I would expect the capability reported per-device via /dev/iommu. 
Incompatible devices can bind to the same fd but cannot attach to
the same IOASID. This allows incompatible devices to share locked
page accounting.

> 
> The original concept was that devices joined would all have to support
> the same IOASID format, at least for the kernel owned map/unmap IOASID
> type. Supporting different page table formats maybe is reason to
> revisit that concept.

I hope my memory was not broken, that the original concept was 
the devices attached to the same IOASID must support the same
format. Otherwise they need attach to different IOASIDs (but still
within the same fd).

> 
> There is a small advantage to re-using the IOASID container because of
> the get_user_pages caching and pinned accounting management at the FD
> level.

With above concept we don't need IOASID container then.

> 
> I don't know if that small advantage is worth the extra complexity
> though.
> 
> > But it would certainly be possible for a system to have two
> > different host bridges with two different IOMMUs with different
> > pagetable formats.  Until you know which devices (and therefore
> > which host bridge) you're talking about, you don't know what formats
> > of pagetable to accept.  And if you have devices from *both* bridges
> > you can't bind a page table at all - you could theoretically support
> > a kernel managed pagetable by mirroring each MAP and UNMAP to tables
> > in both formats, but it would be pretty reasonable not to support
> > that.
> 
> The basic process for a user space owned pgtable mode would be:
> 
>  1) qemu has to figure out what format of pgtable to use
> 
>     Presumably it uses query functions using the device label. The
>     kernel code should look at the entire device path through all the
>     IOMMU HW to determine what is possible.
> 
>     Or it already knows because the VM's vIOMMU is running in some
>     fixed page table format, or the VM's vIOMMU already told it, or
>     something.

I'd expect the both. First get the hardware format. Then detect whether
it's compatible to the vIOMMU format.

> 
>  2) qemu creates an IOASID and based on #1 and says 'I want this format'

Based on earlier discussion this will possibly be:

struct iommu_ioasid_create_info {

// if set this is a guest-managed page table, use bind+invalidate, with
// info provided in struct pgtable_info;
// if clear it's host-managed and use map+unmap;
#define IOMMU_IOASID_FLAG_USER_PGTABLE		1

// if set it is for pasid table binding. same implication as USER_PGTABLE
// except it's for a different pgtable type
#define IOMMU_IOASID_FLAG_USER_PASID_TABLE	2
	int		flags;

	// Create nesting if not INVALID_IOASID
	u32		parent_ioasid;

	// additional info about the page table
	union {
		// for user-managed page table
		struct {
			u64	user_pgd;
			u32	format;
			u32	addr_width;
			// and other vendor format info
		} pgtable_info;

		// for kernel-managed page table
		struct {
			// not required on x86
			// for ppc, iirc the user wants to claim a window
			// explicitly?
		} map_info;
	};
};

then there will be no UNBIND_PGTABLE ioctl. The unbind is done 
automatically when the IOASID is freed.

> 
>  3) qemu binds the IOASID to the device.

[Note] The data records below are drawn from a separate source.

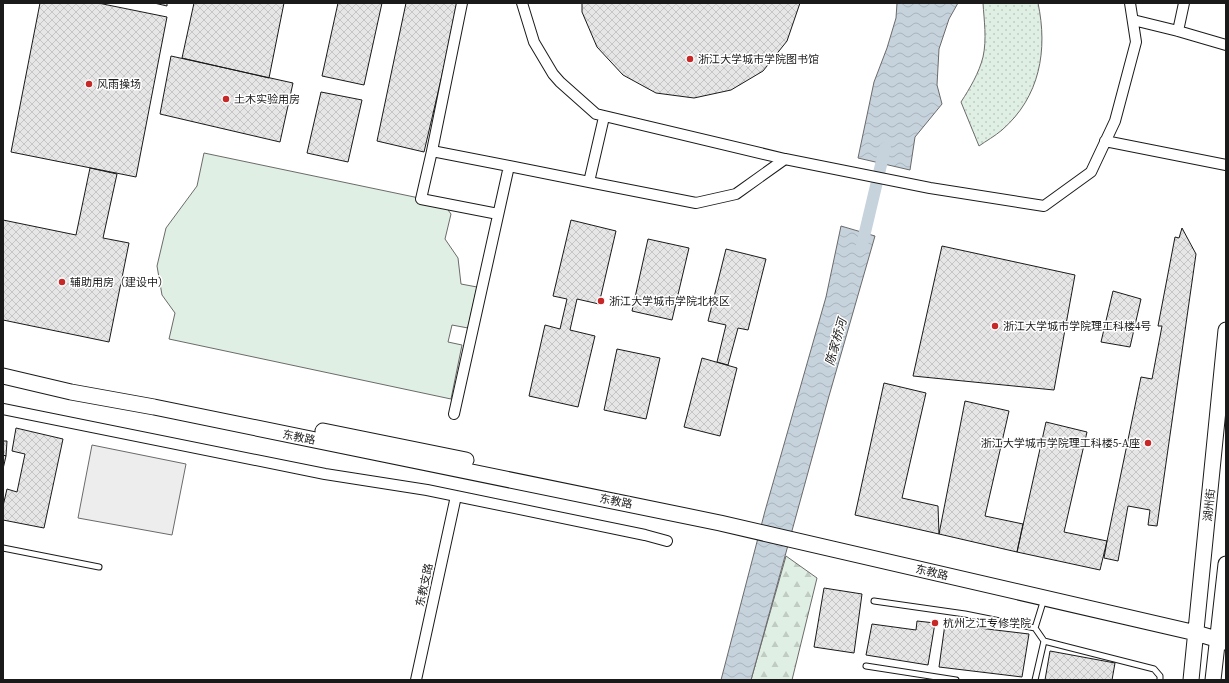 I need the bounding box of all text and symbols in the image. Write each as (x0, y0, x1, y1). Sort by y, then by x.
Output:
place label: 浙江大学城市学院图书馆 (698, 52, 819, 67)
marker: 浙江大学城市学院图书馆 (685, 54, 695, 64)
place label: 风雨操场 (97, 77, 141, 92)
marker: 风雨操场 (84, 79, 94, 89)
place label: 土木实验用房 (234, 92, 300, 107)
marker: 土木实验用房 (221, 94, 231, 104)
place label: 辅助用房（建设中） (70, 275, 169, 290)
marker: 辅助用房（建设中） (57, 277, 67, 287)
place label: 浙江大学城市学院北校区 (609, 294, 730, 309)
marker: 浙江大学城市学院北校区 (596, 296, 606, 306)
water label: 陈家桥河 (822, 315, 851, 367)
place label: 浙江大学城市学院理工科楼4号 (1003, 319, 1152, 334)
marker: 浙江大学城市学院理工科楼4号 (990, 321, 1000, 331)
street label: 东教路 (281, 427, 317, 448)
place label: 浙江大学城市学院理工科楼5-A座 (981, 436, 1140, 451)
marker: 浙江大学城市学院理工科楼5-A座 (1143, 438, 1153, 448)
street label: 湖州街 (1200, 488, 1219, 522)
street label: 东教路 (598, 491, 634, 512)
street label: 东教路 (914, 561, 950, 584)
street label: 东教支路 (413, 562, 436, 608)
place label: 杭州之江专修学院 (943, 616, 1031, 631)
marker: 杭州之江专修学院 (930, 618, 940, 628)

let's use 'attach' for consistency. 😊 'bind' is for ioasid fd which must
be completed in step 0) so format can be reported in step 1)

> 
>     If qmeu gets it wrong then it just fails.
> 
>  4) For the next device qemu would have to figure out if it can re-use
>     an existing IOASID based on the required proeprties.
> 
> You pointed to the case of mixing vIOMMU's of different platforms. So
> it is completely reasonable for qemu to ask for a "ARM 64 bit IOMMU
> page table mode v2" while running on an x86 because that is what the
> vIOMMU is wired to work with.
> 
> Presumably qemu will fall back to software emulation if this is not
> possible.
> 
> One interesting option for software emulation is to just transform the
> ARM page table format to a x86 page table format in userspace and use
> nested bind/invalidate to synchronize with the kernel. With SW nesting
> I suspect this would be much faster
> 

or just use map+unmap. It's no difference from how an virtio-iommu could
work on all platforms, which is by definition is not the same type as the
underlying hardware.

Thanks
Kevin